• Assignment
Every line in the records below between the one holding "M897,545h5l1,8 4,-1 1,9 -10,1z" and the one holding "M0,309l210,51 249,45 76,12", inclusive, is to be set down exactly; all other lines are to be left out.

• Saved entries
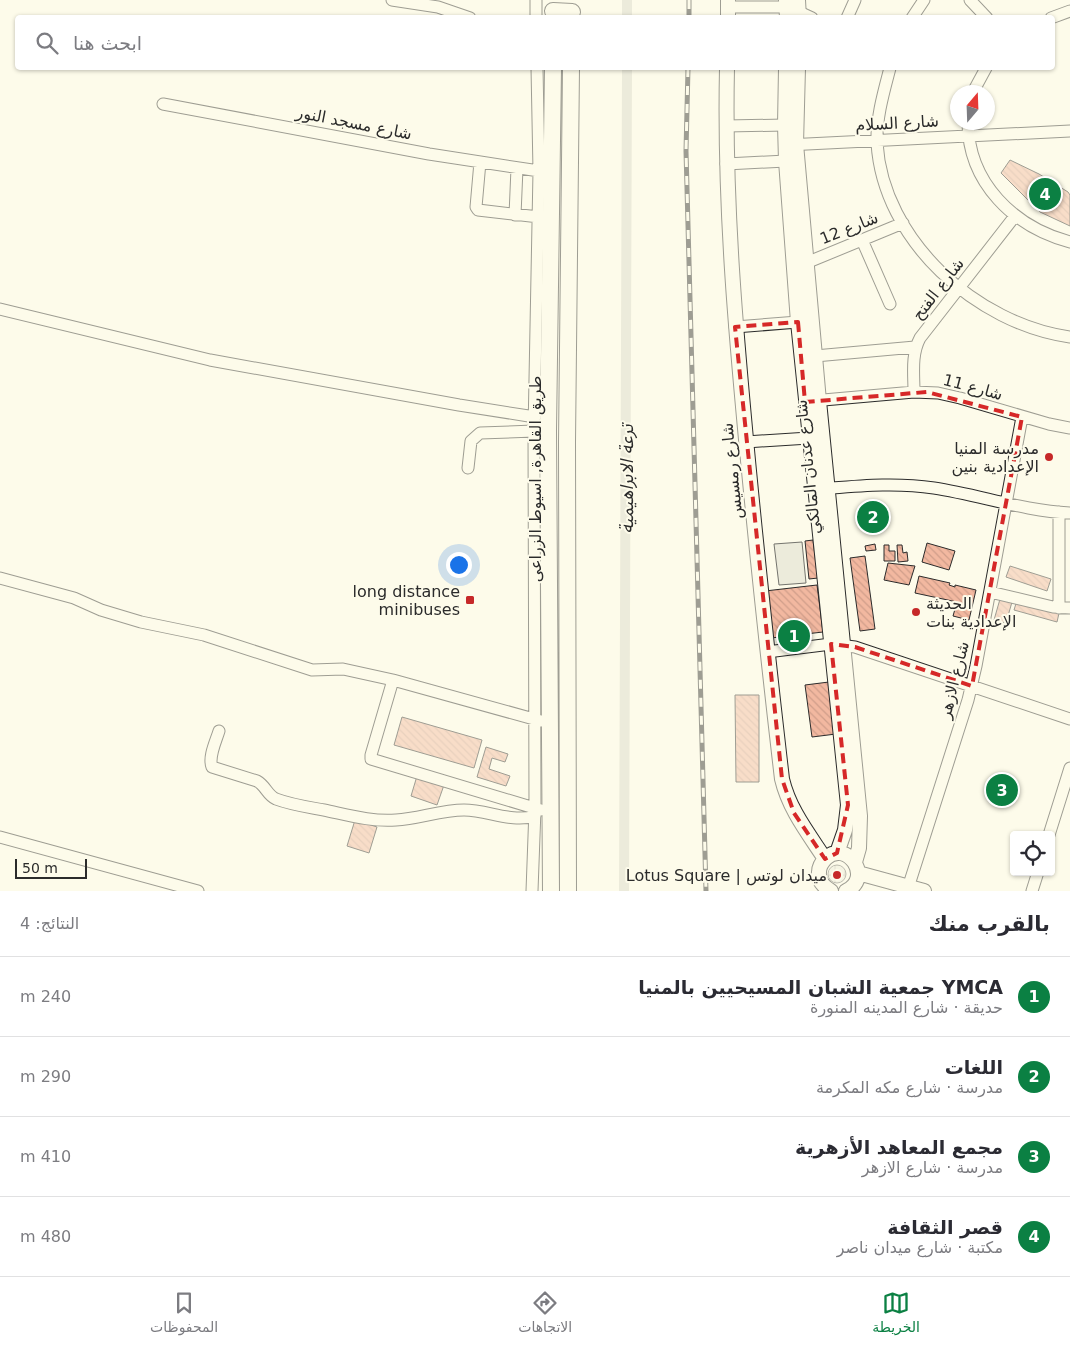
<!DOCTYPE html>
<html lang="ar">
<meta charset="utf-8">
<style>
body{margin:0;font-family:"DejaVu Sans","Noto Sans Arabic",sans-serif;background:#f2f2f3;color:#2b2b33;direction:rtl}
.controls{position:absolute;right:15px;bottom:15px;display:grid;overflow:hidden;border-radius:5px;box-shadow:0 1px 4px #0004}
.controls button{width:45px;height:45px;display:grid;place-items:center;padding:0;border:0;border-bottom:1px solid #e1e1e2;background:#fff;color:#2b2b33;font:25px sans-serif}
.compass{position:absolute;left:950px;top:85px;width:45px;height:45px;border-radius:50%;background:#fff;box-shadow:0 1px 4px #0004;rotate:19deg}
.scale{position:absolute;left:15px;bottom:12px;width:72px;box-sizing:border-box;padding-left:5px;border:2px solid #2b2b2b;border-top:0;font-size:14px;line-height:18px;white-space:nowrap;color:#2b2b2b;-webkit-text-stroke:4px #fdfbea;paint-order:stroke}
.you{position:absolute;left:458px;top:564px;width:18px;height:18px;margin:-12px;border:4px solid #fff;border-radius:50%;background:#1a73e8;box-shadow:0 0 0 8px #1a73e833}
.badge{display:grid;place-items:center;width:32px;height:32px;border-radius:50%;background:#0b8043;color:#fff;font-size:16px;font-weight:700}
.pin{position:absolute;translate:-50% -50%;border:2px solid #fff;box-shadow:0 1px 5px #0006}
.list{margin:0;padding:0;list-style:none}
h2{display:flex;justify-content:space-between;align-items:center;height:65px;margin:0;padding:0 20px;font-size:21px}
h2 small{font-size:16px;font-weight:400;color:#7c7c81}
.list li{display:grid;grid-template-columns:32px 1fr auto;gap:15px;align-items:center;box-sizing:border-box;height:80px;padding:0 20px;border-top:1px solid #e1e1e2}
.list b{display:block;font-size:19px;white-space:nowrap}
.list p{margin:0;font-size:16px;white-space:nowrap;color:#7c7c81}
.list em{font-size:16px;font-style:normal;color:#7c7c81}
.icon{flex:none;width:28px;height:28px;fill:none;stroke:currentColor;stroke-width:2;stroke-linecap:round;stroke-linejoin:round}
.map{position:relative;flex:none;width:1070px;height:891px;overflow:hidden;direction:ltr}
.search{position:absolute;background:#fff;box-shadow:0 1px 4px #0004;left:15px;right:15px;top:15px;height:55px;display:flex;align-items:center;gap:12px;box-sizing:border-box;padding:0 18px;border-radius:5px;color:#7c7c81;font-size:19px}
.sheet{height:385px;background:#fff}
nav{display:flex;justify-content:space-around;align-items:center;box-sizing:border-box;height:70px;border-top:1px solid #e1e1e2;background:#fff;font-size:14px;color:#7c7c81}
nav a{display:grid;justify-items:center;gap:2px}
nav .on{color:#0b8043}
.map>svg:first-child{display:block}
.green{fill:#ecebdb;stroke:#74746e}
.plaza{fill:url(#plaza-grid);stroke:#74746e}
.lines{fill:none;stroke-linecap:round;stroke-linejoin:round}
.canal{stroke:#d8d7c9;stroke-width:10}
.building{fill:url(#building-back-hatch);stroke:#2b2b2b}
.minor-casing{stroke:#2b2b2b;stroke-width:13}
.major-casing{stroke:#2b2b2b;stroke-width:16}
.highway-casing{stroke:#2b2b2b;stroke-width:18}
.minor{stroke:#fdfbea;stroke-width:11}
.major{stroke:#fdfbea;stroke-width:14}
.highway{stroke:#fdfbea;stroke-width:16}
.rail-casing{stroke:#2b2b2b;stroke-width:5}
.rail{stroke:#fdfbea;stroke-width:3;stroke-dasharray:9;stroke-linecap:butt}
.marked{fill:none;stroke:#d62828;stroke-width:4;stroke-dasharray:10 6;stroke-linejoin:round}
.poi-dot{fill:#c62828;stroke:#fdfbea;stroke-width:2}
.labels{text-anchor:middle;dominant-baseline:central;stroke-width:4;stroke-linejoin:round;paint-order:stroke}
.street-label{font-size:16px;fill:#2b2b2b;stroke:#fdfbea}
.poi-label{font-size:16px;fill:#2b2b2b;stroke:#fdfbea;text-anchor:end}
.water-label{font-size:18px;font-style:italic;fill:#2b2b2b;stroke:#fdfbea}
</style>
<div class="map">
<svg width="1070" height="891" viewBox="0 0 1070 891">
<defs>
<pattern id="plaza-grid" width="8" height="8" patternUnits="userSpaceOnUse" patternTransform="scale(1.25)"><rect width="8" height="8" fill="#eceadb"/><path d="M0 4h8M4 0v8" fill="none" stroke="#cbc9bc"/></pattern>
<pattern id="building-back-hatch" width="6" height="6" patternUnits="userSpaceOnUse" patternTransform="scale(1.25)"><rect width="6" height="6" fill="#f2b8a0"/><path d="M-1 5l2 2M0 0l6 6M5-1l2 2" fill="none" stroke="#d09e8a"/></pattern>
</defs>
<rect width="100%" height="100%" fill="#fdfbea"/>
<path class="green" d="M802,542l4,41 -27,2 -5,-41z"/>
<path class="plaza" d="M828 874a9 9 0 1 1 18 0a9 9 0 1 1-18 0Z"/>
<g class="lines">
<path class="canal" d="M627,18v-18
M624,891l3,-823"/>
</g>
<path class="building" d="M1010,160l29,14 29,18 2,3v31l-30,-14 -39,-39z
M813,540l5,38 -9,1 -4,-38z
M927,543l28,8 -6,19 -27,-8z
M875,544l1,6 -10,1 -1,-5z
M884,545h5v6h6v10h-11z
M897,545h5l1,8 4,-1 1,9 -10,1z
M865,556l10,73 -15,2 -10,-73z
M888,563l27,3 -6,19 -25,-5z
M1010,566l41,13 -4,12 -41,-14z
M919,576l31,7 -1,2 6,2v-2l21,5 -7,30 -16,-4 4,-14 -42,-9z
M817,585l6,47 -52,6 -6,-47z
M1018,597l42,12 -3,13 -43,-12z
M1000,599l12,3 -6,21 -12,-3z
M829,682l7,52 -24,3 -7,-52z
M735,695h24v87h-23z
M402,717l80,23 -8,28 -80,-23z
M486,747l22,7 -3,8 -13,-4 -3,11 21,7 -4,10 -29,-9z
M417,776l27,9 -7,20 -26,-9z
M355,820l22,7 -8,26 -22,-7z"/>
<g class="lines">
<g class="minor-casing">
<path id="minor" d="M392,0l46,7 32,11
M536,0v18
M970,0l17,18
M728,7h66
M799,12l13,6
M847,18l8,-18
M912,18l12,-18
M1051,18l19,-7
M890,68c-6,23 -14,50 -13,75 6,98 100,181 193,194
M973,92l13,-24
M163,104l266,50 110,17
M968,122c0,61 46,105 102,120
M726,126l59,-1
M787,145l283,-14
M480,162l-4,45 2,3 61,7
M726,164l60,-3
M515,215l2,-47
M862,240l28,64
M806,263l97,-40
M0,309l210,51 249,45 76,12
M735,327l63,-5
M815,356l100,-9
M914,392c0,-18 -3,-37 6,-54l95,-122
M812,401l102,-9 24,1 22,5 89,26 21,4
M746,442l63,-4
M468,468l3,-27 9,-8 54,-2
M819,489c39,-3 76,-7 115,-1 46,7 90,23 136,25
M1059,512v96
M0,578l74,20 27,12 40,12 63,13 108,35 31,-1 50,11 148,41
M990,592l63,15 17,1
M767,652l64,-8 24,3 215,72
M393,680l-22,75v4l170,51
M219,731c-3,10 -11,26 -7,36l45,14c9,5 10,14 19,18 16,6 32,8 48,11 24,5 48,12 72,10 22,-1 45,-10 68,-10 24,0 47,13 71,6
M1049,835l21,-67
M0,837l198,54
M532,891l3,-82 -1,-378 5,-260 -2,-103
M907,891l61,-191 8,-34 46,-249
M1032,891l6,-19"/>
</g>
<g class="major-casing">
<path id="major" d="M728,0v18
M786,0l1,18
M798,0l1,18
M727,68c-3,136 9,267 22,403 10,103 21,205 33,308 7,30 26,54 43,80
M786,68l-1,57 1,36 12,161 50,483 -3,25 -8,23
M798,68l-2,76 23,257 41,415 -1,32 -4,14
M858,873l66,18
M831,891c-7,-4 -13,-10 -12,-19 0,-5 3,-10 7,-14 21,-19 48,20 20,33"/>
</g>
<g class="highway-casing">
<path id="highway" d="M553,11l19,1
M551,891l-3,-460 5,-363
M568,891l-1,-449 4,-374"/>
</g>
<use href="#minor" class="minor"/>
<use href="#major" class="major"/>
<use href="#highway" class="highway"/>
<g class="rail-casing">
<path id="rail" d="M689,0v18
M688,68l-2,83 20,740"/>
</g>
<use href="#rail" class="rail"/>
</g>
<path d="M0 0H1070V891H0ZM798,322l7,80 122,-10 95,25 -50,269 -117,-39 -24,-3 17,161 -11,48 -12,6 -31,-46 -12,-34 -47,-452z" fill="#fdfbea" fill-opacity=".55" fill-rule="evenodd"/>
<path class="marked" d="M798,322l7,80 122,-10 95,25 -50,269 -117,-39 -24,-3 17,161 -11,48 -12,6 -31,-46 -12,-34 -47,-452z"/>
<g class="poi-dot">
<circle cx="1049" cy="457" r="5"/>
<rect x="465" y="595" width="10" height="10" rx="2.5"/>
<circle cx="916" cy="612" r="5"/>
<circle cx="837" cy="875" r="5"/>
</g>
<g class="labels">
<g class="street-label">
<text transform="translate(354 123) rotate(11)">شارع مسجد النور</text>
<text transform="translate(897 123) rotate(-3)">شارع السلام</text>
<text transform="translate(849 228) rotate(-22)">شارع 12</text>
<text transform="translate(938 289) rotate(-52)">شارع الفتح</text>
<text transform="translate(973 387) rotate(15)">شارع 11</text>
<text transform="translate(808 467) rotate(-96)">شارع عدنان المالكي</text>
<text transform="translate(732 471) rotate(-96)">شارع رمسيس</text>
<text transform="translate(535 479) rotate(-90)">طريق القاهرة, اسيوط الزراعى</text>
<text transform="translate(954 680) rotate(-76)">شارع الازهر</text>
</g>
<g class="poi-label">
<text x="1039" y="448">مدرسة المنيا<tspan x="1039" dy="18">الإعدادية بنين</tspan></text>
<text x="460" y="591">long distance<tspan x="460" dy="18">minibuses</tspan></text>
<text x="926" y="603" text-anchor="start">الحديثة<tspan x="926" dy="18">الإعدادية بنات</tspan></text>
<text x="827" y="875">Lotus Square | ميدان لوتس</text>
</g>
<g class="water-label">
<text transform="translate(626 479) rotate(-90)">ترعة الابراهيمية</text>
</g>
</g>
</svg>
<div class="controls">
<button><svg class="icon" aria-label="locate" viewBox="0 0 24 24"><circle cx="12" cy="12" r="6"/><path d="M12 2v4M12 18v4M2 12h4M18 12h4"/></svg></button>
</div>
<svg class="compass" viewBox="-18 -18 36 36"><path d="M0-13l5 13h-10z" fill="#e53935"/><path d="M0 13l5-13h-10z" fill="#7c7c81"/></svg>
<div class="scale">50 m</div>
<div class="you"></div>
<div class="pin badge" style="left:794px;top:636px">1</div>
<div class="pin badge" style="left:873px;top:517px">2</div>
<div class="pin badge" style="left:1002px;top:790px">3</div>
<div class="pin badge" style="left:1045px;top:194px">4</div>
<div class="search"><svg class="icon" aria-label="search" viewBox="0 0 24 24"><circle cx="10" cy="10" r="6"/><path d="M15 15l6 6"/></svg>ابحث هنا</div>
</div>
<section class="sheet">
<h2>بالقرب منك<small>النتائج: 4</small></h2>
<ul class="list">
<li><span class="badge">1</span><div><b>YMCA جمعية الشبان المسيحيين بالمنيا</b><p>حديقة · شارع المدينه المنورة</p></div><em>240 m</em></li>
<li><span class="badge">2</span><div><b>اللغات</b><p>مدرسة · شارع مكه المكرمة</p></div><em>290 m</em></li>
<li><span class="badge">3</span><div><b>مجمع المعاهد الأزهرية</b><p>مدرسة · شارع الازهر</p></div><em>410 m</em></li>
<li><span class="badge">4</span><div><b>قصر الثقافة</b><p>مكتبة · شارع ميدان ناصر</p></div><em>480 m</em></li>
</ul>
</section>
<nav>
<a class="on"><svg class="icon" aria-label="map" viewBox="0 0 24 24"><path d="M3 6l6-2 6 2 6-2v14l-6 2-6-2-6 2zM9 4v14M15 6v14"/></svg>الخريطة</a>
<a><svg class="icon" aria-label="directions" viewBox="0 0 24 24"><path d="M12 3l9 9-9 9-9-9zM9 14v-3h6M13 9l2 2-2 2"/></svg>الاتجاهات</a>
<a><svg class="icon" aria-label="saved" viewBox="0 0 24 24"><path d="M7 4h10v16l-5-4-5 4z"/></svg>المحفوظات</a>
</nav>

• Expected answer
M897,545h5l1,8 4,-1 1,9 -10,1z
M865,556l10,73 -15,2 -10,-73z
M888,563l27,3 -6,19 -25,-5z
M1010,566l41,13 -4,12 -41,-14z
M919,576l31,7 -1,2 6,2v-2l21,5 -7,30 -16,-4 4,-14 -42,-9z
M817,585l6,47 -52,6 -6,-47z
M1018,597l42,12 -3,13 -43,-12z
M1000,599l12,3 -6,21 -12,-3z
M829,682l7,52 -24,3 -7,-52z
M735,695h24v87h-23z
M402,717l80,23 -8,28 -80,-23z
M486,747l22,7 -3,8 -13,-4 -3,11 21,7 -4,10 -29,-9z
M417,776l27,9 -7,20 -26,-9z
M355,820l22,7 -8,26 -22,-7z"/>
<g class="lines">
<g class="minor-casing">
<path id="minor" d="M392,0l46,7 32,11
M536,0v18
M970,0l17,18
M728,7h66
M799,12l13,6
M847,18l8,-18
M912,18l12,-18
M1051,18l19,-7
M890,68c-6,23 -14,50 -13,75 6,98 100,181 193,194
M973,92l13,-24
M163,104l266,50 110,17
M968,122c0,61 46,105 102,120
M726,126l59,-1
M787,145l283,-14
M480,162l-4,45 2,3 61,7
M726,164l60,-3
M515,215l2,-47
M862,240l28,64
M806,263l97,-40
M0,309l210,51 249,45 76,12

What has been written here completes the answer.